As for his time at Apple, García Martínez believes that a statement put out by Apple about this case intimates some transgression on his part during his employment there, which he categorically denies and considers defamatory.

He also confirms that the decision was not mutual or amicable and that he was in fact fired in a “snap decision.” Apple reacted on Wednesday when it told Bloomberg that its goal was to create an inclusive and welcoming workplace and stomp out behavior that seeks to demean or discriminate against others.

Apple’s statement was as such: “At Apple, we have always strived to create an inclusive, welcoming workplace where everyone is respected and accepted. Behavior that demeans or discriminates against people for who they are has no place here.”

But Martínez wasn’t fired for his “behavior,” – he was fired over a bestseller he wrote five years ago.

Over on Twitter, García Martínez said that a statement Apple issued after his firing “clearly implies there was some negative behavior by me during my time at Apple.” He called that “defamatory and categorically false.”

So, if his version of events is correct, it would all seem to come back to that book that he wrote, whose full name is Chaos Monkeys: Obscene Fortune and Random Failure in Silicon Valley.

Matt Taibbi goes into some detail of what the book’s controversial passages may or may not be, and analyzes and justifies them; but his main complaint is that Apple was yet another company to give in to internal dissent coming from employees, and that the giant’s own practices make this particular firing and the reasoning behind it look very hypocritical.

Taibbi describes García Martínez, a Cuban American, as brilliant, funny, and multi-talented – with his “confessional memoir” in terms of the Big Tech culture likened to the role Michael Lewis’s Liar’s Poker had in the finance world.

García Martínez is praised for approaching his writing from a place of sincerity rather than scheming and making the book into a future resume (it certainly didn’t turn out to be that.) Taibbi even speculates that the idea of a “quiet life” in tech was what motivated García Martínez to eventually drop his pursuit of a literary career.

According to Taibbi, the parts of the book that most likely caused the furore and led to García Martínez’s firing, had to do with his depictions of personal relations.

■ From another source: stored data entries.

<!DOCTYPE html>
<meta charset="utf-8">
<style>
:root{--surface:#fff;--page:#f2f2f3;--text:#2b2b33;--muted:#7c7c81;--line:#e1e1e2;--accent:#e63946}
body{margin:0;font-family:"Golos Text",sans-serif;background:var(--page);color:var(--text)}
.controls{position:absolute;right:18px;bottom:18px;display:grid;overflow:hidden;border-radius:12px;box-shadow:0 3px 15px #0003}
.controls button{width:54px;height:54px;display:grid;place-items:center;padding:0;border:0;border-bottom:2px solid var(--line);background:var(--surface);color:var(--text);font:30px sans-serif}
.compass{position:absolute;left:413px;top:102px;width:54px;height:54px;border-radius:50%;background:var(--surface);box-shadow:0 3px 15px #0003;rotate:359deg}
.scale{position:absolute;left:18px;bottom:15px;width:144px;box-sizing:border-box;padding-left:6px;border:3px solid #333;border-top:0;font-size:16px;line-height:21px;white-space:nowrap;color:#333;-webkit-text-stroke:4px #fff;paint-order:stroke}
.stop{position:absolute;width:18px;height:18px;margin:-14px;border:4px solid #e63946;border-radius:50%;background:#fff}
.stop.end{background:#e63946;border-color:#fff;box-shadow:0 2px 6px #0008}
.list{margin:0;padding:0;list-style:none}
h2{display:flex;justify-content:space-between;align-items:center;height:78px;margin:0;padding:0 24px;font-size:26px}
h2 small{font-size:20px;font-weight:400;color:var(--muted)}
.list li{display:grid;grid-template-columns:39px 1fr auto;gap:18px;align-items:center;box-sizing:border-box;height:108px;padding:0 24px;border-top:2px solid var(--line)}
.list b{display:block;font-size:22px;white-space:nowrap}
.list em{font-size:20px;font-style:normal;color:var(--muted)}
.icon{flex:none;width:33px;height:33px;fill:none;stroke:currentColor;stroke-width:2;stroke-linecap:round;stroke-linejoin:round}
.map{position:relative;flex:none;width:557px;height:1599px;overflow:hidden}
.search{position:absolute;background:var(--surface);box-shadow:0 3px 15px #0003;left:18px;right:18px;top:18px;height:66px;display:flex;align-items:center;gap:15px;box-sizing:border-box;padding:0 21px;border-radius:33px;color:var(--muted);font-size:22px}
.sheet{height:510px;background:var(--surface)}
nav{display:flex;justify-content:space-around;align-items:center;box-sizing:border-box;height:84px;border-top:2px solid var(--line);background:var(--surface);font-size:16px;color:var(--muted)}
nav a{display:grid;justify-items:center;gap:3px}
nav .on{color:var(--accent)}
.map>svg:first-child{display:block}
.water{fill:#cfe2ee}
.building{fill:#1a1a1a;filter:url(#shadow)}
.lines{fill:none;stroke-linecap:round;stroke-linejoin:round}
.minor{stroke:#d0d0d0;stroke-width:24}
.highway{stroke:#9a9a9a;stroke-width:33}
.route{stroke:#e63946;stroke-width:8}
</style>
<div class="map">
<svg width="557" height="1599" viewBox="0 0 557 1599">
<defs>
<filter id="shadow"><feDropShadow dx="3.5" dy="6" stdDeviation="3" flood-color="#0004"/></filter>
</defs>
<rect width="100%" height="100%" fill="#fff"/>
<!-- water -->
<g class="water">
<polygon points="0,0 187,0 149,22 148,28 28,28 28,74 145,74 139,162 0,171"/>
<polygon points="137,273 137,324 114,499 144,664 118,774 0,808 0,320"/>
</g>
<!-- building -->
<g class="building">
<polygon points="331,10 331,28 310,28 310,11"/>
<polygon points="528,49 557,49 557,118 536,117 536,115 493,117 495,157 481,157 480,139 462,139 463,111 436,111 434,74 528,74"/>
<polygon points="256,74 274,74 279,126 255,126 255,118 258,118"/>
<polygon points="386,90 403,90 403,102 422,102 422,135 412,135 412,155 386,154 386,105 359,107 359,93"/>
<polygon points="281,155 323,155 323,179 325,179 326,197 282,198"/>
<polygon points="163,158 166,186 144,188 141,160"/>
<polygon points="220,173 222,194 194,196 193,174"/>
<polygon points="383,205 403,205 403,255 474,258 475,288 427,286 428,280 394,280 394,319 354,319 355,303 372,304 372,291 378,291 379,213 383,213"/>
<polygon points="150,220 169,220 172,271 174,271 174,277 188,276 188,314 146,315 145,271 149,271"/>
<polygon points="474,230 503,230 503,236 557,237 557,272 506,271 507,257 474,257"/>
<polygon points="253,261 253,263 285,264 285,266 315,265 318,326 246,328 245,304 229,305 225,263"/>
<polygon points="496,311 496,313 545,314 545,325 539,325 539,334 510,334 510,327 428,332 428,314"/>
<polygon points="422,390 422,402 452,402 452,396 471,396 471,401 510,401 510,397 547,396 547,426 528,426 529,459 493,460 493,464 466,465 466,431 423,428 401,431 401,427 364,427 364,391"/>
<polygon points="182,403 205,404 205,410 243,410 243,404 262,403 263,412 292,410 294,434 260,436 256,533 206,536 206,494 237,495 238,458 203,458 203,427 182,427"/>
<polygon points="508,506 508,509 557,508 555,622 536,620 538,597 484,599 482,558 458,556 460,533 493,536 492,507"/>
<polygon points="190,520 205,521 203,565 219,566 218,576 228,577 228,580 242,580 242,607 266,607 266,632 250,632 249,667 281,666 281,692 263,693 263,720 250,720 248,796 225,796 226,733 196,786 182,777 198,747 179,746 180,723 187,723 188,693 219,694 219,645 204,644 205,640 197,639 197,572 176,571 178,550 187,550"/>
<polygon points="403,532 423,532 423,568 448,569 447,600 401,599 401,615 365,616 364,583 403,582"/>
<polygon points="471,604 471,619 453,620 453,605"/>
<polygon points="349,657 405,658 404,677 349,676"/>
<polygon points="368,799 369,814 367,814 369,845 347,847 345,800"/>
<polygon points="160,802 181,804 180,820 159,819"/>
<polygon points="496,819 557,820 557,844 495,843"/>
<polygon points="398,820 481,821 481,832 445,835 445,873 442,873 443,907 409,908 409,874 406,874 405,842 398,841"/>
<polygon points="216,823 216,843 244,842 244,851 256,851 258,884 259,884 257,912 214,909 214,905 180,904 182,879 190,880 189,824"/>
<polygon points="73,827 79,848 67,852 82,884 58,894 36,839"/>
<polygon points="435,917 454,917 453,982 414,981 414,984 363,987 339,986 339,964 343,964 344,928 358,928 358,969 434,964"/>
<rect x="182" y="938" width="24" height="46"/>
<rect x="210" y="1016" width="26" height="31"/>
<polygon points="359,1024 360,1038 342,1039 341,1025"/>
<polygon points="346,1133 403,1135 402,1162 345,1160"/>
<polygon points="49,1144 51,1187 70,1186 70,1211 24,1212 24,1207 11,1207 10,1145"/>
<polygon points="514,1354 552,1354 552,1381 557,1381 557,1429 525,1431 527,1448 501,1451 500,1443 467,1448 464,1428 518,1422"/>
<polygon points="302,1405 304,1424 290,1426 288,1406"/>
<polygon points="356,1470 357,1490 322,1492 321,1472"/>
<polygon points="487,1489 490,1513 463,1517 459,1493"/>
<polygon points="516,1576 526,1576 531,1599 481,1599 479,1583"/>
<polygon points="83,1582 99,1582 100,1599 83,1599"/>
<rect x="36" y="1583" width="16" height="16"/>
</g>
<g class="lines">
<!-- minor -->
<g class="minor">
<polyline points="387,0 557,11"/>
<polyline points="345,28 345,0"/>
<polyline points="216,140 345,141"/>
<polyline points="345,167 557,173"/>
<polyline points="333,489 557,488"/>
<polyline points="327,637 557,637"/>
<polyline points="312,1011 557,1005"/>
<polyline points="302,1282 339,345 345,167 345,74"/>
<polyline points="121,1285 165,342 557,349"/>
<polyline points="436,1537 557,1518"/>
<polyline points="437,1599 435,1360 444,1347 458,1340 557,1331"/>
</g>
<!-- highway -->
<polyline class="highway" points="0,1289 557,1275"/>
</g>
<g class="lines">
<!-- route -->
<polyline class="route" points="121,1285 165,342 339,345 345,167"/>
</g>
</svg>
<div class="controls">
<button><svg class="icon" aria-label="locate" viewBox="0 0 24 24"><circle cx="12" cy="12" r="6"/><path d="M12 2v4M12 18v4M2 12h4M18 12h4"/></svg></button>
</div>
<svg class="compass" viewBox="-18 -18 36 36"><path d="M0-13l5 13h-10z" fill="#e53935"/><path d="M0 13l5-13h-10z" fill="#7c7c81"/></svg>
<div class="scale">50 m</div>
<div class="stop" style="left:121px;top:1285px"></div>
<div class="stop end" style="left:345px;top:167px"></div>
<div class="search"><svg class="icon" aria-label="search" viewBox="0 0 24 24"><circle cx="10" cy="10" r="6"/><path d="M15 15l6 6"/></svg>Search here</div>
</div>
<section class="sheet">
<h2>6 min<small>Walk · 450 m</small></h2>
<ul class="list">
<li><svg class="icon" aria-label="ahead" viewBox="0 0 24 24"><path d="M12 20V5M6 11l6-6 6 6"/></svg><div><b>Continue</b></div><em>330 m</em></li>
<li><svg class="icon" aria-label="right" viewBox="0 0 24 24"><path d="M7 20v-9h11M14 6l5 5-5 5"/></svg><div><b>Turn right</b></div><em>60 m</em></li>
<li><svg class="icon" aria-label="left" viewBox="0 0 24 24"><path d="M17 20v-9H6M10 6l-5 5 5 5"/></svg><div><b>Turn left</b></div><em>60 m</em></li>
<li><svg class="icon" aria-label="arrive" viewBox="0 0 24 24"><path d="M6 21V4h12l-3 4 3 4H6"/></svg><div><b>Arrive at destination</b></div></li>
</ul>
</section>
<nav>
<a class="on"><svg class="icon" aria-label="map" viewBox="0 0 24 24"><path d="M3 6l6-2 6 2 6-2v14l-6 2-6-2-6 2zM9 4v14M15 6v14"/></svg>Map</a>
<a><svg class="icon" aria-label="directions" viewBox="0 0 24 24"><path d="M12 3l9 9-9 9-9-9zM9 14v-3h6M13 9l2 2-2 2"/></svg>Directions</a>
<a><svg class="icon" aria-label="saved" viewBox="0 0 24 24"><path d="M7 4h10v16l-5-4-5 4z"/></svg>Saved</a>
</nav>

“Characteristically, they’re painted as comedies, where his personal life is depicted as an unpredictable third party over which he has little control – only occasionally, it seems, does it even listen to his suggestions,” says Taibbi.

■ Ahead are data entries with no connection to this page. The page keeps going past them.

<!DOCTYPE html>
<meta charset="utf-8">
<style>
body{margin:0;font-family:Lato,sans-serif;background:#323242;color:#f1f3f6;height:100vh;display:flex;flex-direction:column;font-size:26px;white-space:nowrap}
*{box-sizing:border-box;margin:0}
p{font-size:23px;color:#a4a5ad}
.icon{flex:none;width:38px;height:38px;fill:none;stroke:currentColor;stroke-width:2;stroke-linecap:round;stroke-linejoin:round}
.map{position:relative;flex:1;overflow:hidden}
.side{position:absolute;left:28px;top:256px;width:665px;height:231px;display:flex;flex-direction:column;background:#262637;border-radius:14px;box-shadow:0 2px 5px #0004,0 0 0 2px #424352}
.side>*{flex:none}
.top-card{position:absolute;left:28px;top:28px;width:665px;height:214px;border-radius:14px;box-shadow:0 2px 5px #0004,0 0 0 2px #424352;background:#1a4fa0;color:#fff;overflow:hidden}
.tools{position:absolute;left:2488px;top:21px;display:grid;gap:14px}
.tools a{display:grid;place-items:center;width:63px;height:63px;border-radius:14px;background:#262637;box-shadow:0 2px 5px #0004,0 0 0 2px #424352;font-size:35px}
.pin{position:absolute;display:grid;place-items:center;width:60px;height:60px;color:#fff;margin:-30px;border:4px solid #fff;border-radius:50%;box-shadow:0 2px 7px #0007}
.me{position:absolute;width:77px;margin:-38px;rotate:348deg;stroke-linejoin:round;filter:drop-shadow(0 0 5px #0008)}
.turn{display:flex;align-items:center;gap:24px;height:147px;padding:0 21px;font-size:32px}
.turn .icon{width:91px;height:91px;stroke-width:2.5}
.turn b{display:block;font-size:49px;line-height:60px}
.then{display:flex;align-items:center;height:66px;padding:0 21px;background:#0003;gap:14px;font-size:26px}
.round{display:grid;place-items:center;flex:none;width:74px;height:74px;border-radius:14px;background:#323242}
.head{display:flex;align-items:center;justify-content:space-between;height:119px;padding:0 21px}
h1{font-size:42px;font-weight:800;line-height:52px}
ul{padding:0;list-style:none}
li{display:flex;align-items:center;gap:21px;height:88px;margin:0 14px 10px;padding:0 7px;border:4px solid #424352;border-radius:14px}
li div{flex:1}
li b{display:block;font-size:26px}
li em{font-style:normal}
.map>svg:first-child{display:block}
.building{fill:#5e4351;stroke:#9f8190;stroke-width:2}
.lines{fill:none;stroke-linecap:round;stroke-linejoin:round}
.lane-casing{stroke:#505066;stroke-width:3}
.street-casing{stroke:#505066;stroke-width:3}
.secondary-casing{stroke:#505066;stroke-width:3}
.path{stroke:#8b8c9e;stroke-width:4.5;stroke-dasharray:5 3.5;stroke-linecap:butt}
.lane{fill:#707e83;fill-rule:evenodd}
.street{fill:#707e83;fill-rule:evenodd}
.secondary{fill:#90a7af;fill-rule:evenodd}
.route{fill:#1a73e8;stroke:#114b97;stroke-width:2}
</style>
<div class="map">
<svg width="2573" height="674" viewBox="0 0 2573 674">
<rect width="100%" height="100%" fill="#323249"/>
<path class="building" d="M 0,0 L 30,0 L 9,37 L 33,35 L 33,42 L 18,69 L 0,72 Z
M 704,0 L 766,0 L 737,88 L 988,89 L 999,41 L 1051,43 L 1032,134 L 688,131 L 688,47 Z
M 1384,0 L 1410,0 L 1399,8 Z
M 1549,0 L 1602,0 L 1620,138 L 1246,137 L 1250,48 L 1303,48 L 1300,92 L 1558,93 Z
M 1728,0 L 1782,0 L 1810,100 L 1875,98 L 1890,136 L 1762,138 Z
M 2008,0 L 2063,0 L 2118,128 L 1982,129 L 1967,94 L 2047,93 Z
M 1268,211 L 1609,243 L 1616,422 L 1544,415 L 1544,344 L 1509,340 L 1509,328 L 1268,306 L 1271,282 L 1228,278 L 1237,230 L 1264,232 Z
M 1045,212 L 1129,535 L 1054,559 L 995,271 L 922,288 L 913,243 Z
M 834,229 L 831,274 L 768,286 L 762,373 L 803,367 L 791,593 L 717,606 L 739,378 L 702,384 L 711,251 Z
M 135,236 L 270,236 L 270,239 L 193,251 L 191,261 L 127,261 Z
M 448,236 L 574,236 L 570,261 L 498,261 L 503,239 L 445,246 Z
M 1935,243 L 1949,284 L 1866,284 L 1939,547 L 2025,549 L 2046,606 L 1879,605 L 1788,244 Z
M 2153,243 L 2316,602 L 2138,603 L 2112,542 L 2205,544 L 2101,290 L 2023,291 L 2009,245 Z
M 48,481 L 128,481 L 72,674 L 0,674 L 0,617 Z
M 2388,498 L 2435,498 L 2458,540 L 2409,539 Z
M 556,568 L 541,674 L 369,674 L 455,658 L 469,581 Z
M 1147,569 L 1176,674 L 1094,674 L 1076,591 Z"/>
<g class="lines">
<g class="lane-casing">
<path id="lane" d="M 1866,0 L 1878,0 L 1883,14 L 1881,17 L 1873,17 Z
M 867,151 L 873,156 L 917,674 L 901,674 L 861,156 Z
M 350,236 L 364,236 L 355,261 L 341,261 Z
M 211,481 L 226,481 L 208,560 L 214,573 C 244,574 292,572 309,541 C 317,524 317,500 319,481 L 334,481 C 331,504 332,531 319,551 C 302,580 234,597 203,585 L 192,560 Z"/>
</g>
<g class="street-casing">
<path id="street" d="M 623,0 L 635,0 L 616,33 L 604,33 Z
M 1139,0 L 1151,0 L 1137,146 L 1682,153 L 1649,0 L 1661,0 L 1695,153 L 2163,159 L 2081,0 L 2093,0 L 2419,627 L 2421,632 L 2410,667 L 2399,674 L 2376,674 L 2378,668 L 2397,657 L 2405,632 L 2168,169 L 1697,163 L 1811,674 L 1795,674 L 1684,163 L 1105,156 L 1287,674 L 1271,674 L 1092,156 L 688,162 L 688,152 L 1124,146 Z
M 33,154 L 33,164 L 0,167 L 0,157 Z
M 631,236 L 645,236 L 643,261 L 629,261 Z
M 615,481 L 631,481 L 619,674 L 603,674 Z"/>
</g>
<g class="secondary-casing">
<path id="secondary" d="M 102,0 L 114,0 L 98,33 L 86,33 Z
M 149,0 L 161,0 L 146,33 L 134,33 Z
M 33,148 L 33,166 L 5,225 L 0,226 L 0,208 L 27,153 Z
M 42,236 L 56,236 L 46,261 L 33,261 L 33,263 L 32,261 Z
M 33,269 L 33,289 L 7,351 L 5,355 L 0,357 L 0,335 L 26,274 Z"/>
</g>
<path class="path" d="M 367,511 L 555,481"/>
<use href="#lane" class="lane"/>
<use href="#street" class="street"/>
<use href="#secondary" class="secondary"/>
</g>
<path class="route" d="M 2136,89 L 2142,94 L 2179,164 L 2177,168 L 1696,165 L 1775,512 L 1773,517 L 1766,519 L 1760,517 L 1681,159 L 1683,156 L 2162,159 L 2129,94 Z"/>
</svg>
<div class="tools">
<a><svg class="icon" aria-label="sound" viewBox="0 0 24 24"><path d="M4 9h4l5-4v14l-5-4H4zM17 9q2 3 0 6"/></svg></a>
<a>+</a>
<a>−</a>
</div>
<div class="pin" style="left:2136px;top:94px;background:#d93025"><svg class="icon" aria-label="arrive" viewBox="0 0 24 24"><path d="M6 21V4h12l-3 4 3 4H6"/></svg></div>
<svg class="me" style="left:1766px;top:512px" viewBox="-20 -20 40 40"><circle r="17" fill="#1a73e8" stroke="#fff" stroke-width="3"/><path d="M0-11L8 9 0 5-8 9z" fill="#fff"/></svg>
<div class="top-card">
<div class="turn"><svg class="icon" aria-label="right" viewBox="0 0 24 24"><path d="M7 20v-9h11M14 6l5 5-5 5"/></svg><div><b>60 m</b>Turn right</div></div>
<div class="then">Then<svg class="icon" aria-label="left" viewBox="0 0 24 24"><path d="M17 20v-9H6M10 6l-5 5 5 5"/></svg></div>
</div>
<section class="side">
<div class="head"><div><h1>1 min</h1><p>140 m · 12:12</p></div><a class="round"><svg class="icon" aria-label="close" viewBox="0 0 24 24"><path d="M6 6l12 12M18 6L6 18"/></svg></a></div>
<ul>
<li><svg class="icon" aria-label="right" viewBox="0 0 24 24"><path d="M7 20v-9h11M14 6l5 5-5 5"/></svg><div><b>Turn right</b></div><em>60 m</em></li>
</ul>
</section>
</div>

The way García Martínez portrays his relationship with a “strong” woman (the mother of his kids) named “British Trader” as compared to Bay Area’s “soft and weak” feminists who would not be useful in a, say, alien invasion – is said to be less of a wannabe expression of machismo and more of a comedic recount that does not aim to stereotype women working in tech:

Most women in the Bay Area are soft and weak, cosseted and naive despite their claims of worldliness, and generally full of shit. They have their self-regarding entitlement feminism, and ceaselessly vaunt their independence, but the reality is, come the epidemic plague or foreign invasion, they’d become precisely the sort of useless baggage you’d trade for a box of shotgun shells or a jerry can of diesel…British Trader, on the other hand, was the sort of woman who would end up a useful ally in that postapocalypse, doing whatever work—be it carpentry, animal husbandry, or a shotgun blast to someone’s back—required doing.

His preference for broad-shouldered women aside – what followed after García Martínez, such as he is, was approached (apparently vetted) and then hired by Apple was blogs and mainstream tech media descending on his book to pick it apart and prompt calls for Apple canceling his presence in its ad tech team, immediately. And so it happened.

The question of Apple’s hypocrisy then crops up: if you are such ardent supporters of non-derogatory treatment of women, why letting Dr. Dre make 3 billion by selling Beats to Apple, and becoming a board member, with such titles as “Bitches Ain’t Shit” and “Lyrical Gangbang,” “gracing” his portfolio. Nevermind what’s happening to Uyghurs in China. Apple employees have not started any notable petitions yet to make sure those wrongs go away as well.